Program Beginning and End: The program begins in early January, May, or September, depending on which session you entered. At that point, your instructor begins to mull over your work.The program ends about end of July, November, or March, after a total of 30 weeks. Please be aware that advisors may ask for final submissions no later than early July, early November, or early March in order to get your last submissions back by the end of the month. Sometimes, students disappear from the program for a number of weeks or months, and then return, wanting to extend the program by the number of weeks they have been away. This cannot be done. Advisors are generally working on busy writing schedules and have allotted a certain time for the program. Therefore, it is up to you to be regular and methodical in your exchanges with your advisor. It is not good to throw 200 pages at the advisor right up front, or expect the advisor to read a large chunk of text right at the end of the program. Occasionally, either an advisor or a student might need to be away for a certain portion of the program. If this is so, with advance notice, the advisor and student need to come to a mutual arrangement to make up the missed time. In all cases, this arrangement needs to be made before the fact and not after it, and the understanding must be explicit and mutual.
How Much the Advisors Will Do: The advisors expect up to 200 -- 300 double-spaced pages of prose in 12 point font over a 30-week period (up to about 85,000 words) but the time and the number work in this way: about 85,000 words or 30 weeks, whichever comes first. In other words, if you send off 300 pages in ten weeks, you will have finished the program. Alternatively, if 30 weeks run out and you have done fewer pages, the program still ends. Poetry pages will be fewer, in the range of 50 - 100 pages.
Please be Regular and Systematic. You Must be Proactive: Typically, a successful outcome of this program means you have a complete draft of a manuscript together with a complete set of editorial remarks from your advisor. However, many manuscripts require several drafts. This program is intended to take you through a complete draft of an average novel, memoir, or collection of poetry or short stories.
Texts: Many advisors do not use texts and stick with editorial commentary. Some advisors recommend texts that are appropriate to your work. One text I require all prose writers to read is the following: Writing Fiction subtitled A Guide to Narrative Craft, by Janet Burroway, published by Longman. Poets should consider The Making of a Poem, a Norton Anthology of Poetic Forms, by Strand and Boland, from Norton. Karen Connelly, a poetry instructor, has told me this is the best book for poets. You should own a good grammar book. Most publishers and editors love the language, and expect you to use it correctly. Even pros make mistakes, though, so please have a grammar handbook around for reference purposes.

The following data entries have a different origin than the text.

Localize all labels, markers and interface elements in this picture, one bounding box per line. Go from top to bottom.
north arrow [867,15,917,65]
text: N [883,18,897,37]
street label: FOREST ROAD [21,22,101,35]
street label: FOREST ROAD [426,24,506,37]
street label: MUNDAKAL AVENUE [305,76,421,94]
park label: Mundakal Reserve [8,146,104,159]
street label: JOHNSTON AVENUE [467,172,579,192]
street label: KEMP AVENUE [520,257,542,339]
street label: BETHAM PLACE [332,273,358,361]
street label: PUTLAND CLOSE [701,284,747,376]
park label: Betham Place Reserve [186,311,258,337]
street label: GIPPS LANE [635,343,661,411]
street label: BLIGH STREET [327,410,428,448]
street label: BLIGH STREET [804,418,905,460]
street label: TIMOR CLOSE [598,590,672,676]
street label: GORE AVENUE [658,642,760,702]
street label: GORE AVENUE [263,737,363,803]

The Nature of Professional Commentary: Some student writers are not accustomed to the directness and honesty of professional writers, who tend to speak in a forthright, frank, business-like manner. The value of a professional writing advisor is that he or she will tell you what he or she sees, and what you can do about it. Please do not be insulted by professional assessment. The advisor will make suggestions. Listen carefully to the message being sent to you. Take the comments seriously. Many other writing programs focus on nurturing the writer's ego. We want to nurture you too, but believe this is best done by focusing on the text in order to aim toward writing that achieves, or comes very close to, professional standards. We assume you want to get published, and we try to take you as close to your goal as possible. It is in the nature of editorial commentary that your advisor will remark more often on what does not work than on what does. Don't be discouraged.

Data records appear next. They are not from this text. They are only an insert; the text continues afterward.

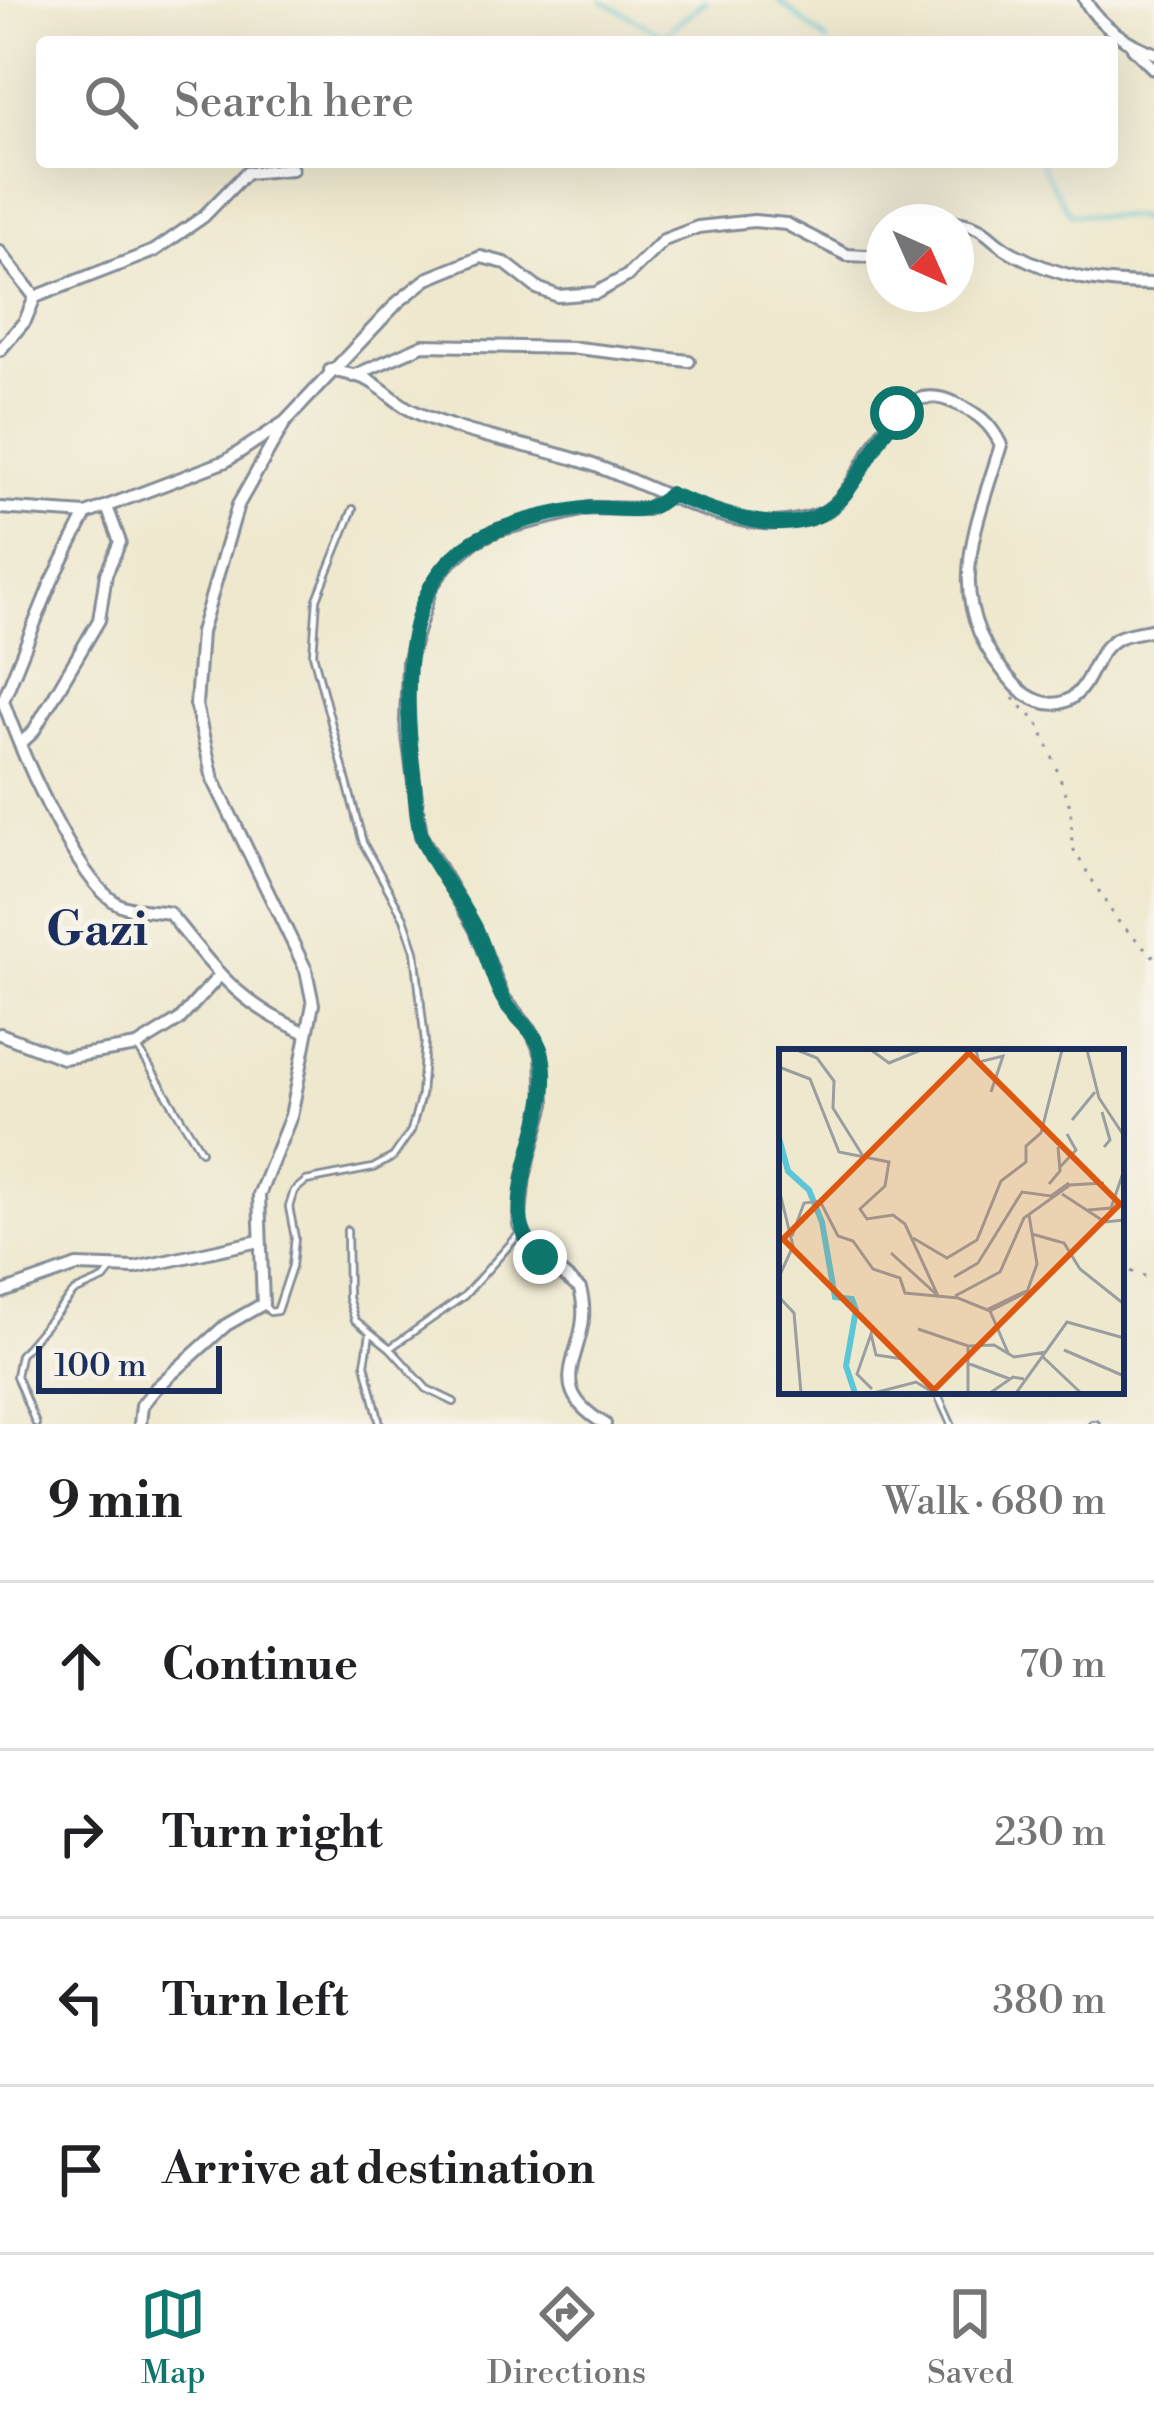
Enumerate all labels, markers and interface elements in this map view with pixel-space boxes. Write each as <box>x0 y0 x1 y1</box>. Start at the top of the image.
search box <box>36 36 1118 168</box>
icon: search <box>78 69 144 135</box>
text: Search here <box>174 74 414 131</box>
north arrow <box>866 204 974 312</box>
route start <box>870 386 924 440</box>
district label: Gazi <box>46 901 148 961</box>
inset map <box>779 1049 1124 1394</box>
route end <box>513 1230 567 1284</box>
scale bar <box>36 1340 222 1393</box>
text: 100 m <box>54 1346 147 1387</box>
text: 9 min <box>48 1470 182 1534</box>
text: Walk · 680 m <box>883 1478 1106 1527</box>
icon: ahead <box>48 1633 114 1699</box>
text: Continue <box>162 1637 358 1694</box>
text: 70 m <box>1019 1641 1106 1690</box>
icon: right <box>48 1801 114 1867</box>
text: Turn right <box>162 1805 383 1862</box>
text: 230 m <box>994 1809 1106 1858</box>
icon: left <box>48 1969 114 2035</box>
text: Turn left <box>162 1973 348 2030</box>
text: 380 m <box>993 1977 1106 2026</box>
icon: arrive <box>48 2137 114 2203</box>
text: Arrive at destination <box>162 2141 595 2198</box>
tab: Map <box>140 2281 206 2394</box>
tab: Directions <box>487 2281 646 2394</box>
tab: Saved <box>927 2281 1014 2394</box>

The Point of the Program: This program does not guarantee a job or success of a manuscript. We hope that you will be a better writer after you have completed thirty weeks with a professional writer. That should be your goal, and we wish you the very best. It is normal to want to be published as soon as possible, but one must develop artistically to reach that point. Aim first for improving the writing as much as possible.
Since 1992, the School for Writers has offered an immersive, focused workshop to jump start your creative writing. Mornings are spent in classes with one of Humber’s esteemed writing advisors, and afternoons are devoted to craft and industry talks by faculty, publishing experts and special guests. Whether you’re a beginner or a more experienced writer, there’s something for you in this six-day workshop! In 2017, the Workshop in Creative Writing runs from July 9 to 14 at Humber's Lakeshore Campus.
Creative Writing by Correspondence graduates can now work to upgrade their Humber certificate to a master’s degree from the comfort of their own homes! Thanks to a new arrangement, graduates are eligible for advanced standing in the highly regarded University of Gloucestershire (U.K.) distance MA Creative Writing program. Furthermore, this pathway may lead to a PhD for those who qualify.
All of our faculty has substantial industry experience.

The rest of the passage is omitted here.